*INSTRUCTIONS TO FOLLOW:* Filter the data for lines with the word "lane", then copy every line so identified.

===

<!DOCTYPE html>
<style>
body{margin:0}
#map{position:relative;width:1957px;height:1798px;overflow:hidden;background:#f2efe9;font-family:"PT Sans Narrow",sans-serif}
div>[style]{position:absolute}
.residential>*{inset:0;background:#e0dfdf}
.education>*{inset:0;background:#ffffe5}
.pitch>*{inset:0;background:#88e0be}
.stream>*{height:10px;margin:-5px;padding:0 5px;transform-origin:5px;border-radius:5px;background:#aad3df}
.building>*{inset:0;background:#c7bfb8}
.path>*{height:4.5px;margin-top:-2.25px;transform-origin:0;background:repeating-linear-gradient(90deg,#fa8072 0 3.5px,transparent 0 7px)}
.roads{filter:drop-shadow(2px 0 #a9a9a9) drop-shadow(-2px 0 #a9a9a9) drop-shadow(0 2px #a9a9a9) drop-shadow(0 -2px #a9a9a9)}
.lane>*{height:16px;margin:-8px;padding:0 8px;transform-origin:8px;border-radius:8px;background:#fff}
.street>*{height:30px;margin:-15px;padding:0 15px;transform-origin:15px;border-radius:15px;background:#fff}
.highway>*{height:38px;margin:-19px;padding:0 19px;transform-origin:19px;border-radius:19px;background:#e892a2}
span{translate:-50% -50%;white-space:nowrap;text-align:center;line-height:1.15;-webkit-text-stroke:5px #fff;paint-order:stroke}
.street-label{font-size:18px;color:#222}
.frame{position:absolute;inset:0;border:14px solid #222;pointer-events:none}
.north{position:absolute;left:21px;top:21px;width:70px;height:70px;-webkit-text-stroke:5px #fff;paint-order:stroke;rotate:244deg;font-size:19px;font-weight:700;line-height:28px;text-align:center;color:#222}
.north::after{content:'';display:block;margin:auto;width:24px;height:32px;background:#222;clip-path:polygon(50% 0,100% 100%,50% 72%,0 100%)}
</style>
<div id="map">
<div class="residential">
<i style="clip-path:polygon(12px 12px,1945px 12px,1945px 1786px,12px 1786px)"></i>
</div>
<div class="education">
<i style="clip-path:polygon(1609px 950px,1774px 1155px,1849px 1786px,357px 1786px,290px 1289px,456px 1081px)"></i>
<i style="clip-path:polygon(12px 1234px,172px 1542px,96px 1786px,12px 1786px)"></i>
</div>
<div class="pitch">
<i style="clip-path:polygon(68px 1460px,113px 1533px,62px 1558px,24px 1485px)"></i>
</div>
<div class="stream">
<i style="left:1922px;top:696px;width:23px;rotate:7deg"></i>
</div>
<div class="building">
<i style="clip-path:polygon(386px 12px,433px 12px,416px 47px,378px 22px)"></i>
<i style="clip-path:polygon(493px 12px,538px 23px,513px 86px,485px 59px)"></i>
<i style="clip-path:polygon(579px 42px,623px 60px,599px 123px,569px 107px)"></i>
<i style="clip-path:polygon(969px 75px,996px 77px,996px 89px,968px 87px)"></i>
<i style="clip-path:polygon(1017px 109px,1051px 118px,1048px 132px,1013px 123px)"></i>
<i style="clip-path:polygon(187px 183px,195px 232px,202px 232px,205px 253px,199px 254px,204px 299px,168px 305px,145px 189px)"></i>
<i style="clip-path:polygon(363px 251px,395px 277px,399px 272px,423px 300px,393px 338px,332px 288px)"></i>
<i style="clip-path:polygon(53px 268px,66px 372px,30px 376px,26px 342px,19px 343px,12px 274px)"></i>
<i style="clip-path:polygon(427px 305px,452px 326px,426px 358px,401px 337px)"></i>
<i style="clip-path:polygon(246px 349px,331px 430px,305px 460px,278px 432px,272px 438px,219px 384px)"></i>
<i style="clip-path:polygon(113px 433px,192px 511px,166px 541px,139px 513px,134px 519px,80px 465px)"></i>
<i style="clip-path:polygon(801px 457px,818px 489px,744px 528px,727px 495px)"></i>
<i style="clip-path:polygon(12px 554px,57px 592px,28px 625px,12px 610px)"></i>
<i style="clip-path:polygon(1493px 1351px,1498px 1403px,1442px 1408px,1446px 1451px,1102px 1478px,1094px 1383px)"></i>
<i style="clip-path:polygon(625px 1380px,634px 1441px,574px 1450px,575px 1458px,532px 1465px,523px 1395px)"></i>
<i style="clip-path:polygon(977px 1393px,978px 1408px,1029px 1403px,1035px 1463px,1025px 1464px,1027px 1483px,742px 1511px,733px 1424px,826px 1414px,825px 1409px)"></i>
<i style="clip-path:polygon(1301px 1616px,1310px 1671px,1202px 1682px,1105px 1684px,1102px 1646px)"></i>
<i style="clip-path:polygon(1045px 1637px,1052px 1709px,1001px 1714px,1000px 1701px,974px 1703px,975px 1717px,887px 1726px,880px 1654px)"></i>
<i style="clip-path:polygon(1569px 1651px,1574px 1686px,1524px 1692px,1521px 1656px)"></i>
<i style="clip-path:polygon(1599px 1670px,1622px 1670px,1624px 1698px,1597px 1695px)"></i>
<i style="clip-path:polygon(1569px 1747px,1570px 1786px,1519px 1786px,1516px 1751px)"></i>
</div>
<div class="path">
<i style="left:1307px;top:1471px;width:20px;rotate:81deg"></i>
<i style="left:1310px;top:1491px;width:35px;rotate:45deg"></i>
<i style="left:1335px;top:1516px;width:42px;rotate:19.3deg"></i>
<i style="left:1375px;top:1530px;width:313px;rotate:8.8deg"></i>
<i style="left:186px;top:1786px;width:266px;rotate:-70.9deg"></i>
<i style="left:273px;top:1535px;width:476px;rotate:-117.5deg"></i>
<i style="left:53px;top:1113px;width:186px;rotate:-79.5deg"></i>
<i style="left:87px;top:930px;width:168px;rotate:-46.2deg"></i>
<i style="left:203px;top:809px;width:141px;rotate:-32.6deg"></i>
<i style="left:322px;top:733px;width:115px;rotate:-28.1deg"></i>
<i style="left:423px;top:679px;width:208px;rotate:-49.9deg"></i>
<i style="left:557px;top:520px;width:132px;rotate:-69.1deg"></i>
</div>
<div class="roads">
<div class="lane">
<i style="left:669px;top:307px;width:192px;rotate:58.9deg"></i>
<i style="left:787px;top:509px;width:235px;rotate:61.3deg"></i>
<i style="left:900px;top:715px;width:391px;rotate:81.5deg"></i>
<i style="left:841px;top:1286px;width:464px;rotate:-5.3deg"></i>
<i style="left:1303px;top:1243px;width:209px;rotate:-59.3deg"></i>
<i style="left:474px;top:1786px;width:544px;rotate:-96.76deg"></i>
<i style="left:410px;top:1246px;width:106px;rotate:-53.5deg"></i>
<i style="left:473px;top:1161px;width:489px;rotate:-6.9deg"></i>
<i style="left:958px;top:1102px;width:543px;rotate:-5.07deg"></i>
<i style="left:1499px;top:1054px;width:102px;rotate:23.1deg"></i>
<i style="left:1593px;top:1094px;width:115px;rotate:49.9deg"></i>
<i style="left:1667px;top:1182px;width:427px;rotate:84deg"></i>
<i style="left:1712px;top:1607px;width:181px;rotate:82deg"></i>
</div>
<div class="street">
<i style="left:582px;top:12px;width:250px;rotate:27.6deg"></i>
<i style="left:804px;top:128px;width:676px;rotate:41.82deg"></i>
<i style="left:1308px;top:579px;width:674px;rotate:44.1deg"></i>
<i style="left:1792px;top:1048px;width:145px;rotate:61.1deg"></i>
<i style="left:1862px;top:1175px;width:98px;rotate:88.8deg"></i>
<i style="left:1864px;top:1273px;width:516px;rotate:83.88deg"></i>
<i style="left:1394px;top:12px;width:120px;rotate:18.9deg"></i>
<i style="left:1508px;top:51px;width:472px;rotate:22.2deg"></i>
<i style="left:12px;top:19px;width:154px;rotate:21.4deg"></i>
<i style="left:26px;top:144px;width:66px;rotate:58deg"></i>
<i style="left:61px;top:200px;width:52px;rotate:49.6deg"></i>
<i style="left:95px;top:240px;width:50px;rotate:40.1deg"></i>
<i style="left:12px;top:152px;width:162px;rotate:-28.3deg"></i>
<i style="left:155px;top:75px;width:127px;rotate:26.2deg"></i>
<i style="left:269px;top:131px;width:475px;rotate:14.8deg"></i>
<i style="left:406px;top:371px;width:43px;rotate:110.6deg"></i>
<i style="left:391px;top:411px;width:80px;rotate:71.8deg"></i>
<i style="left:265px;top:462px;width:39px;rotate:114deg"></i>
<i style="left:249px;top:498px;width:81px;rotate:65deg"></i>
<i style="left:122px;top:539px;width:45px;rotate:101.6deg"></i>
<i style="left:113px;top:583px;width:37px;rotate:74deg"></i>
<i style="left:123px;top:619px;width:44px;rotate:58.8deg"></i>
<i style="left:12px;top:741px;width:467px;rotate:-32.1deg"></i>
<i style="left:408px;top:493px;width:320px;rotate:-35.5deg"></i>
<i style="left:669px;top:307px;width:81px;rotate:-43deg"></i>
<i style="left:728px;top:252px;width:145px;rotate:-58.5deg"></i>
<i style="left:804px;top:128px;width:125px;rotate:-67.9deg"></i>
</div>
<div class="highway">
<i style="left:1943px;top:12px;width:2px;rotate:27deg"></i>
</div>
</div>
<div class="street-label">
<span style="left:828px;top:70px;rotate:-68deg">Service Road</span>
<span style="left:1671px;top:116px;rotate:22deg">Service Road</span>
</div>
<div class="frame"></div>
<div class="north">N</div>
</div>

===

*TASK RESPONSE:*
.lane>*{height:16px;margin:-8px;padding:0 8px;transform-origin:8px;border-radius:8px;background:#fff}
<div class="lane">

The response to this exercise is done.